The following recipe, video and photography were provided by our partner, Chef Billy Parisi.
Commonly found on restaurant menus, you might be surprised to learn that Chicken Marsala is an incredibly easy savory supper to make in your own kitchen.
Browned mushrooms, garlic and hearty chicken simmering in Marsala wine make for an elegant meal that bursts with flavor from the first bite.
- Cook time:
- Prep time:
- Total time:
- 2 lbs. Gerber's CARE Certified chicken breasts
- 1/3 cup olive oil
- ¾ cup flour
- 8 oz. each button and baby bella mushrooms, sliced
- 2 garlic cloves, finely minced
- 1 shallot, peeled and small diced
- 1 Tbsp. unsalted butter
- 2/3 cup Marsala wine
- 1 ½ cups Heinen's chicken stock
- Salt and pepper, to taste
- Parsley, for garnish
- Buttered noodles, for garnish
- Season the chicken breasts on both sides with salt and pepper.

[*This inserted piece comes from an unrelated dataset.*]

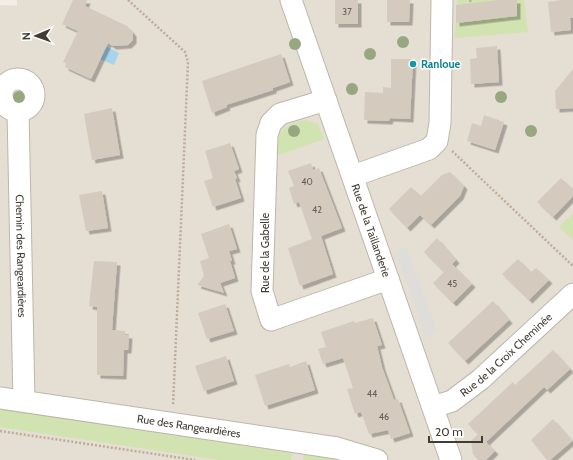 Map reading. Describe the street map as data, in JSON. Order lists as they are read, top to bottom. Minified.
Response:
{"streets":{"street":["Rue de la Taillanderie","Rue de la Gabelle","Chemin des Rangeardières","Rue de la Croix Cheminée","Rue des Rangeardières"]},"crossings":[["Rue de la Taillanderie","Rue de la Gabelle"],["Rue de la Taillanderie","Rue de la Croix Cheminée"],["Chemin des Rangeardières","Rue des Rangeardières"]],"places":["Ranloue"],"house_numbers":["37","40","42","45","44","46"],"scale_bar":"20 m","north":"left"} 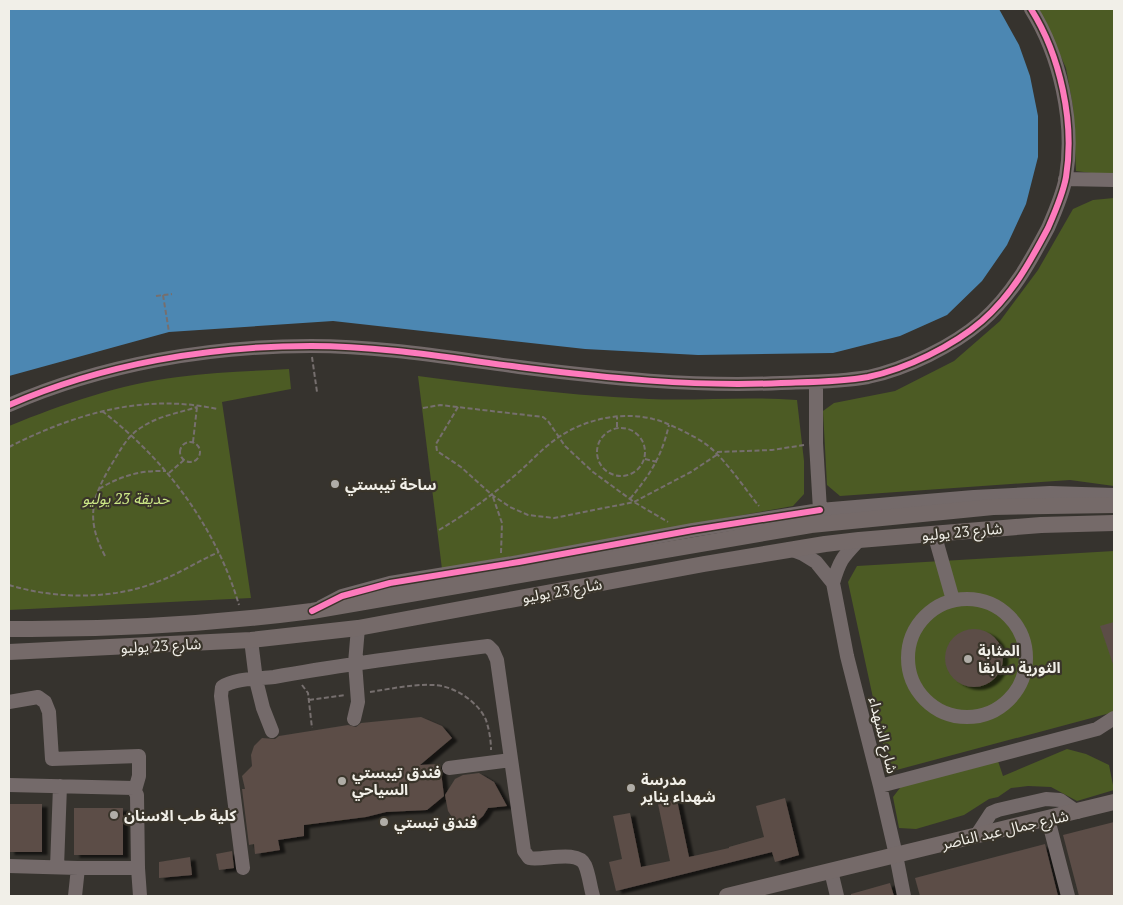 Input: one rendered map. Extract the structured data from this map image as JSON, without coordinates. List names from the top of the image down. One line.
{"streets":{"main road":["شارع 23 يوليو","شارع جمال عبد الناصر"],"street":["شارع الشهداء"]},"crossings":[["شارع 23 يوليو","شارع الشهداء"],["شارع الشهداء","شارع جمال عبد الناصر"]],"parks":["حديقة 23 يوليو"],"places":["ساحة تيبستي","المثابة الثورية سابقا","فندق تيبستي السياحي","مدرسة شهداء يناير","كلية طب الاسنان","فندق تبستي"]} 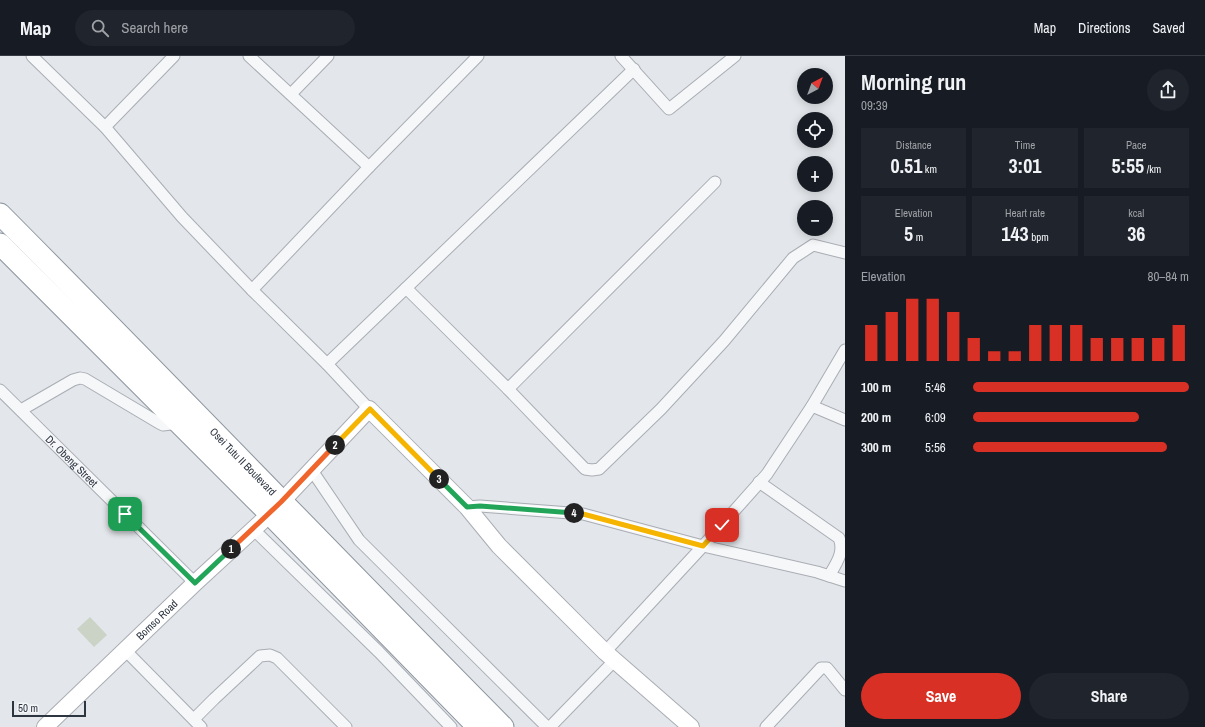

- One at a time, add each chicken breast to a bowl with flour. Coat and set aside.
- Add the oil to a large frying pan over medium-high heat and cook for 4-5 minutes per side, or until browned.
- Remove the chicken, add the mushrooms to the pan and turn the heat up to high. Cook for 8-10 minutes, or until browned.
- Scrape the mushrooms to one side of the pan. On the other side, cook the garlic and shallots in butter for 2-3 minutes.
- Combine the garlic mixture with the mushrooms and deglaze with the Marsala wine. Cook until the liquid is reduced by half.
- Add the chicken stock, season with salt and pepper and stir.
- Place the chicken breasts back into the pan and cook for about 8 minutes, or until cooked through.
- Garnish with parsley and serve with buttered noodles.